MATERIAL SHOWN:
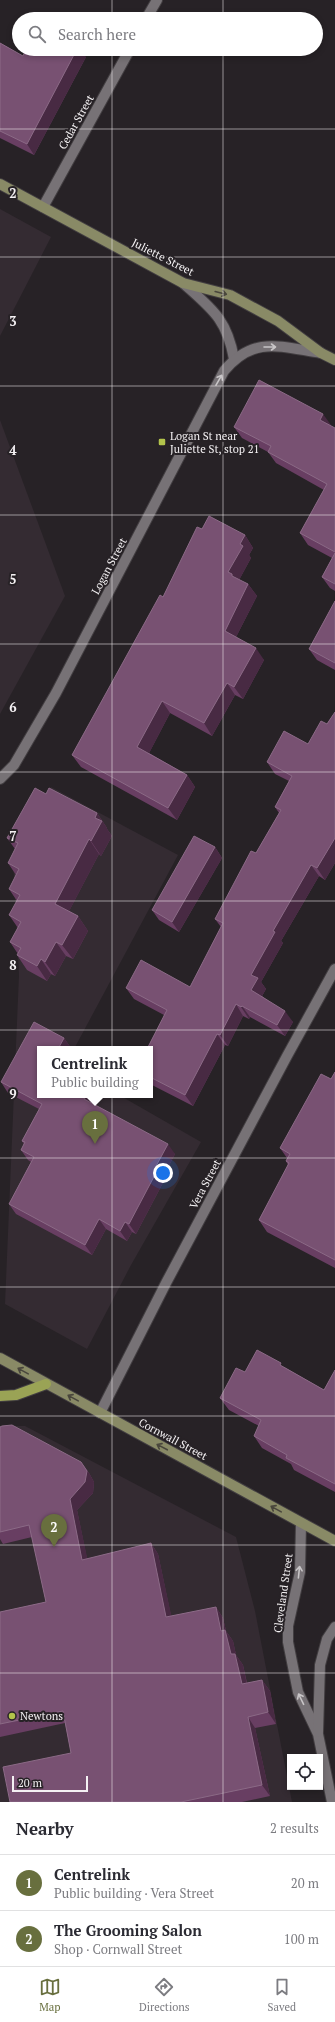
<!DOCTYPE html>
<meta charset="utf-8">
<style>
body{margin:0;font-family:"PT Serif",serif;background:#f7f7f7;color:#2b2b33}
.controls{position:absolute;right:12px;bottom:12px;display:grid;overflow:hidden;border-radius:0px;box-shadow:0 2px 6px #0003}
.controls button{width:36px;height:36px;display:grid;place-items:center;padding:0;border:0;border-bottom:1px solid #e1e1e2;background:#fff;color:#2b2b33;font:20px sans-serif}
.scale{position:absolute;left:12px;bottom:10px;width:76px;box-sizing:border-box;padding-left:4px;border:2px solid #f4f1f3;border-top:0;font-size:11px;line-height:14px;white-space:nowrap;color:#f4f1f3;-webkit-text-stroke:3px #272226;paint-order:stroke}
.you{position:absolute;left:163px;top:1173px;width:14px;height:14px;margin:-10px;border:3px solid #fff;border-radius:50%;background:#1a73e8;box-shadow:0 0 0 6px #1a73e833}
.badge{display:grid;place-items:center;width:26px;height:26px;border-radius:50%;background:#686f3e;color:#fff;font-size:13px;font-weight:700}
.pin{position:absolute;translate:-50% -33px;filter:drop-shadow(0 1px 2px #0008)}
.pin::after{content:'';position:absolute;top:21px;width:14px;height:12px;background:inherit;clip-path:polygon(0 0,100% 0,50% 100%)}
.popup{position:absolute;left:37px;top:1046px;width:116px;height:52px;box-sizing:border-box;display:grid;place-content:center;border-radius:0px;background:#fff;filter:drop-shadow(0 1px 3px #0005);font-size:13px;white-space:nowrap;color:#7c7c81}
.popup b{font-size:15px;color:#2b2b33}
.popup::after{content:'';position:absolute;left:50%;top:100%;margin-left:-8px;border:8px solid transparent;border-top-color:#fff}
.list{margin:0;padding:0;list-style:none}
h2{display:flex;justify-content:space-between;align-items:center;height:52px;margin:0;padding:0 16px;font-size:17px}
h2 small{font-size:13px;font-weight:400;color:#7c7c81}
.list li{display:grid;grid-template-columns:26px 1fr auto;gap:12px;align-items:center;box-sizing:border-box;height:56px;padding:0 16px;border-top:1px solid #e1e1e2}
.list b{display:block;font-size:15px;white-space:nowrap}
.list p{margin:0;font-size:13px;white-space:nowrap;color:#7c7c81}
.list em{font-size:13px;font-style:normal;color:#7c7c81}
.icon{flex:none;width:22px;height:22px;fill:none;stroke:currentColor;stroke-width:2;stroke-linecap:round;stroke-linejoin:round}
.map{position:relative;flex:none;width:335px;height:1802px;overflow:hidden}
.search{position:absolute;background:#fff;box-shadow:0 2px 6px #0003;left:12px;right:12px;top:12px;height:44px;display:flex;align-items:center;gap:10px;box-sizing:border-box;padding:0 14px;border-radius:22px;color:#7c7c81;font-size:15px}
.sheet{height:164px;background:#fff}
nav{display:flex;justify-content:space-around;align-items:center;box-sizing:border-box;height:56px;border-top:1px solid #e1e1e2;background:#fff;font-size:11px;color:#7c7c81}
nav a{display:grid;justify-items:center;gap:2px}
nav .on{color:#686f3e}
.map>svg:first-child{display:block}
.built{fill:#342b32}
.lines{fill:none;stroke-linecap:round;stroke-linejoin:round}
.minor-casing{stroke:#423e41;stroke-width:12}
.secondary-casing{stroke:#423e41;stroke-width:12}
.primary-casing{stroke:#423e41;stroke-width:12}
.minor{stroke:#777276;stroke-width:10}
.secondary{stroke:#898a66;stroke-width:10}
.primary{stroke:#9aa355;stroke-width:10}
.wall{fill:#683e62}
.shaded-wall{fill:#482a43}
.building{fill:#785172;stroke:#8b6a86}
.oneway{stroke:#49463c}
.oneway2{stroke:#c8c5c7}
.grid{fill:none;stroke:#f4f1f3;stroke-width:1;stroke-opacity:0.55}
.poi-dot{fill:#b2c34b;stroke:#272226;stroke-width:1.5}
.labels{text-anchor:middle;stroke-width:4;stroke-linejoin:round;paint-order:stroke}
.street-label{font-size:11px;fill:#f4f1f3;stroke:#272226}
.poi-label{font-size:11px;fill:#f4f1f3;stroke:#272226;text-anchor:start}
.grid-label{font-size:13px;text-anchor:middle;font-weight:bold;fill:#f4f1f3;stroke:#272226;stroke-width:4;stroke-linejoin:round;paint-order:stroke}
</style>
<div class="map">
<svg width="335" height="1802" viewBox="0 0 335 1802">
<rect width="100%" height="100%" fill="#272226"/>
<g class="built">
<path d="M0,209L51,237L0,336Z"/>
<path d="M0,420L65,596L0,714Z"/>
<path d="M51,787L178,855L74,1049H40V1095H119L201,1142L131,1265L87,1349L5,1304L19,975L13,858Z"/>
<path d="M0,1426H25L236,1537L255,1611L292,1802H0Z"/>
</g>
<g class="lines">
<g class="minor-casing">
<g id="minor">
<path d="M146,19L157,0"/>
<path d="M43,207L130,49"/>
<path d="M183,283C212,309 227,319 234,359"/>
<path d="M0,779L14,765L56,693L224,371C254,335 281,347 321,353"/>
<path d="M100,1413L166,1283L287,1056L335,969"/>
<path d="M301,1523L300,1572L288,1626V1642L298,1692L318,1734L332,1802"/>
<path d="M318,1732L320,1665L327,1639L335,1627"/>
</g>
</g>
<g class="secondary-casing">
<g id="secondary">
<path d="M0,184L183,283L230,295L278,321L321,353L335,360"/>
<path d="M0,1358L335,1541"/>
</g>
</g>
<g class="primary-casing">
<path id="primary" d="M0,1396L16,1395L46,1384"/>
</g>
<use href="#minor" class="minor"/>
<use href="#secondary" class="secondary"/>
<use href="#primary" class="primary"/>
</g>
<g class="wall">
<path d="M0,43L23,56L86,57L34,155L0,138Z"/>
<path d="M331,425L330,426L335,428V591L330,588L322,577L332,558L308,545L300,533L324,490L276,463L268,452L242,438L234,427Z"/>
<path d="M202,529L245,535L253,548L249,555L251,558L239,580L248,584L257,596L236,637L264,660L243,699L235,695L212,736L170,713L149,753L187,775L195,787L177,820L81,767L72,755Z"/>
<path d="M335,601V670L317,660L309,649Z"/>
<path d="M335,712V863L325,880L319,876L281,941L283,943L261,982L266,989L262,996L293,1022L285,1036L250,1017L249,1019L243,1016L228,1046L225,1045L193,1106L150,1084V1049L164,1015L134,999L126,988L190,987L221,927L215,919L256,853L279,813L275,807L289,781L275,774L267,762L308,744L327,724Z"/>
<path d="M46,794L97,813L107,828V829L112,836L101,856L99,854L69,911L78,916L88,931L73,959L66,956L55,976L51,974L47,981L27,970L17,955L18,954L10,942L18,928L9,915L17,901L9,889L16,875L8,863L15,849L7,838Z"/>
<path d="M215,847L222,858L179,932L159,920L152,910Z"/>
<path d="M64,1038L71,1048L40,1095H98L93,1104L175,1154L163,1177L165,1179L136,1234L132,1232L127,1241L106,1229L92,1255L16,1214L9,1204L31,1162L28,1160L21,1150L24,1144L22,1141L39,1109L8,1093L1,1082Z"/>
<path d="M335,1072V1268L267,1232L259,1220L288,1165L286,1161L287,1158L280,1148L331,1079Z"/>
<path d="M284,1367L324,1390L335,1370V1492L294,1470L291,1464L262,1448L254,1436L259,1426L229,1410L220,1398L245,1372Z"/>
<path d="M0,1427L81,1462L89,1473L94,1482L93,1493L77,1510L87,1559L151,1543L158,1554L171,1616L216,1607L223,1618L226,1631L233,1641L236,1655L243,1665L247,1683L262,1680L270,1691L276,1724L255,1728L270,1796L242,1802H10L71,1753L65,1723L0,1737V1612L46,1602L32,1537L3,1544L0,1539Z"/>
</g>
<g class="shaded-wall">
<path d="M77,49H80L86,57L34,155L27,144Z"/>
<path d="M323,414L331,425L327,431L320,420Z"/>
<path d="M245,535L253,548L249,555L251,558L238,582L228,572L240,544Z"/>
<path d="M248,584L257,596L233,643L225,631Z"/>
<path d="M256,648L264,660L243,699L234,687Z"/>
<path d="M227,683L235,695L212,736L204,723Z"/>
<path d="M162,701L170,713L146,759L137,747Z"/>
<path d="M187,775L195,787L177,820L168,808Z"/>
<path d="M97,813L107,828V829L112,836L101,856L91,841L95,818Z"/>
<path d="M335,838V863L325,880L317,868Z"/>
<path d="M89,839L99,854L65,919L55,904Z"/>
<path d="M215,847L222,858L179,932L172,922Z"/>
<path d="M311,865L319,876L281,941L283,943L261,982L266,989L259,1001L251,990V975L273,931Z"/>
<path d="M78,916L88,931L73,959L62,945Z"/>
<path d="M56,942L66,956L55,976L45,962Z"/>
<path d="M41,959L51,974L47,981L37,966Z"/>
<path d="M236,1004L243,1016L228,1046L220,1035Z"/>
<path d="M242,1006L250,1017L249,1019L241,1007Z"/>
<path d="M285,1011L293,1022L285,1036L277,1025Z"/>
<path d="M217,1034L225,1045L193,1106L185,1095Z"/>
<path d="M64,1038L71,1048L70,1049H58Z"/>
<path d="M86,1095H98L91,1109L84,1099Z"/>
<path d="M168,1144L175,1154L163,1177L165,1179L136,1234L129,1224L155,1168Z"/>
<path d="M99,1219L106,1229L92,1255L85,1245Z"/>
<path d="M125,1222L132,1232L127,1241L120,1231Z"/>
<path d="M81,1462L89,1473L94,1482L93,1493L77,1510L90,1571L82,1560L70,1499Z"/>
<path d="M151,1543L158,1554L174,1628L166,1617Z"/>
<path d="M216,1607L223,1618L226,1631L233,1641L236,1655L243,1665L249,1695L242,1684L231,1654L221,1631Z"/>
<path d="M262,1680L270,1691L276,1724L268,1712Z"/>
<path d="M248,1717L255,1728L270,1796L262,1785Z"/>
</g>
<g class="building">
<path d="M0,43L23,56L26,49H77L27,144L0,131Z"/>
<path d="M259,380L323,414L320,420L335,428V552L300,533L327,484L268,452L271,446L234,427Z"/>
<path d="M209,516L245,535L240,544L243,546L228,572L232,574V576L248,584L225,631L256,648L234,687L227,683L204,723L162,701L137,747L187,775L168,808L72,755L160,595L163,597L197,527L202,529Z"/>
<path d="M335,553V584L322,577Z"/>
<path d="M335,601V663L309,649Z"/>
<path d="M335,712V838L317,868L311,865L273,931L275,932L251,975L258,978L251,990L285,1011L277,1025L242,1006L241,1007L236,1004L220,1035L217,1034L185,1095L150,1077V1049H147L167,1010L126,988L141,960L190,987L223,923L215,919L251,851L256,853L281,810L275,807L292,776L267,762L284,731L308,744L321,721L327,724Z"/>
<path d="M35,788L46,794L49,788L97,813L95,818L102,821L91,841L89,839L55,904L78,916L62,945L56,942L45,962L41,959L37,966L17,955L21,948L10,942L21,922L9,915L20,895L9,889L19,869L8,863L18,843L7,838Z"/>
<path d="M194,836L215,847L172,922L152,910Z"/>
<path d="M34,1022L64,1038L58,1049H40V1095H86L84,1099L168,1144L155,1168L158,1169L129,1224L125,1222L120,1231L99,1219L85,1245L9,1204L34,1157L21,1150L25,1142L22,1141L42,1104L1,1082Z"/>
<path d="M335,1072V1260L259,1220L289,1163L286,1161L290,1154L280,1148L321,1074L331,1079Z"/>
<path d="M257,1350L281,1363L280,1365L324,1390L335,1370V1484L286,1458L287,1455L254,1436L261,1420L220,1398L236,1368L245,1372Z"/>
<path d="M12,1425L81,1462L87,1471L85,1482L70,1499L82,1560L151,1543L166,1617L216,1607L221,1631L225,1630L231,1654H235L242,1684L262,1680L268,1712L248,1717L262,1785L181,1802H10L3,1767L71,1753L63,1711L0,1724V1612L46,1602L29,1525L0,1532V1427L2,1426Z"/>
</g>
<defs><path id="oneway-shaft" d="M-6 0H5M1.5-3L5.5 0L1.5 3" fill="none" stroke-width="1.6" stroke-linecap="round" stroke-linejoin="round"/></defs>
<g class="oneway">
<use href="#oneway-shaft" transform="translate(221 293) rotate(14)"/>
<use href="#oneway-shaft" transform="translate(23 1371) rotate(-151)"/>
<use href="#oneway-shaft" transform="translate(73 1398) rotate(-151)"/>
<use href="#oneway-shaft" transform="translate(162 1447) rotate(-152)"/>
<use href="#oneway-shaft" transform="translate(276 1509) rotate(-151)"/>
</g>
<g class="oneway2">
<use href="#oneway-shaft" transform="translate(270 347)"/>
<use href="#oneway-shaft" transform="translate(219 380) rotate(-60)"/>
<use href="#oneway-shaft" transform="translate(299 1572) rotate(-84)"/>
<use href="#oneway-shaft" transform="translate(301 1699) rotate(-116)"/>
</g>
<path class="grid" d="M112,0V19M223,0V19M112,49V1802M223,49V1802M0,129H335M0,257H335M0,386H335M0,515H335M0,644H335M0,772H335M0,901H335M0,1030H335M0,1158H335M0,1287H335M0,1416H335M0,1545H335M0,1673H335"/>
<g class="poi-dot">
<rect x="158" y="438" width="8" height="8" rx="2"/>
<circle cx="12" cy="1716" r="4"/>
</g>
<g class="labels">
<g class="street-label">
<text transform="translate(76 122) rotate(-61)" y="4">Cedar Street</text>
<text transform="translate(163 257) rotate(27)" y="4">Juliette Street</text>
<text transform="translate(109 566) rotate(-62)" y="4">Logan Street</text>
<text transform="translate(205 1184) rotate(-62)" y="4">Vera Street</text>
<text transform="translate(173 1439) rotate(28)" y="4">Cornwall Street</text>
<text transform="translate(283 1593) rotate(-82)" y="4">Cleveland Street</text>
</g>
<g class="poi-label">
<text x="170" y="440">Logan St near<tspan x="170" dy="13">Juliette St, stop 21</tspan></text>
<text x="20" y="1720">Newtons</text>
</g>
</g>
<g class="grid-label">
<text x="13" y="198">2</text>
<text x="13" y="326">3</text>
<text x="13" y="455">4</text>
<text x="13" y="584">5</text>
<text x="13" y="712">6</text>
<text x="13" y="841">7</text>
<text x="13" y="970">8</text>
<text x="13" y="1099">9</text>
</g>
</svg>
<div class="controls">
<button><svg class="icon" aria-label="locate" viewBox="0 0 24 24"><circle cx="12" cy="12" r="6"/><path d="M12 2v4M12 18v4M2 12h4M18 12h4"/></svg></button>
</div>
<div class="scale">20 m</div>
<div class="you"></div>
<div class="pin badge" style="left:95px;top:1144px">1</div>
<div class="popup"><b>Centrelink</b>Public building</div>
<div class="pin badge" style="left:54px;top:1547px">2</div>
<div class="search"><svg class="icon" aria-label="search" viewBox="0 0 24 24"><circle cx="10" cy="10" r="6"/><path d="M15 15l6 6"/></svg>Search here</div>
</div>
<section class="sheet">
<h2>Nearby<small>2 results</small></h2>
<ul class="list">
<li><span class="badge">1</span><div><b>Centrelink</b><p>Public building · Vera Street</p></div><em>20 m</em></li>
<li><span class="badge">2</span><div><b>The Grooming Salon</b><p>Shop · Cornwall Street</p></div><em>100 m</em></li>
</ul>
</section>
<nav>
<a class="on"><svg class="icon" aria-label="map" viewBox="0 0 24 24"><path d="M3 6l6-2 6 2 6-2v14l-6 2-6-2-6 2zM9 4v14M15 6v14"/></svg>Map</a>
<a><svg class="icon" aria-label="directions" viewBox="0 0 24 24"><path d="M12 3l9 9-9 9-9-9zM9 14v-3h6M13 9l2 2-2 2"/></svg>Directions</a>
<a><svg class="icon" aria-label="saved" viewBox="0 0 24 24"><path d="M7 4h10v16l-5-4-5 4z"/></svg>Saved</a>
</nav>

ABOUT THIS TASK: Find and copy every line in the entries above where the string "labels" occurs.

RESULT:
.labels{text-anchor:middle;stroke-width:4;stroke-linejoin:round;paint-order:stroke}
<g class="labels">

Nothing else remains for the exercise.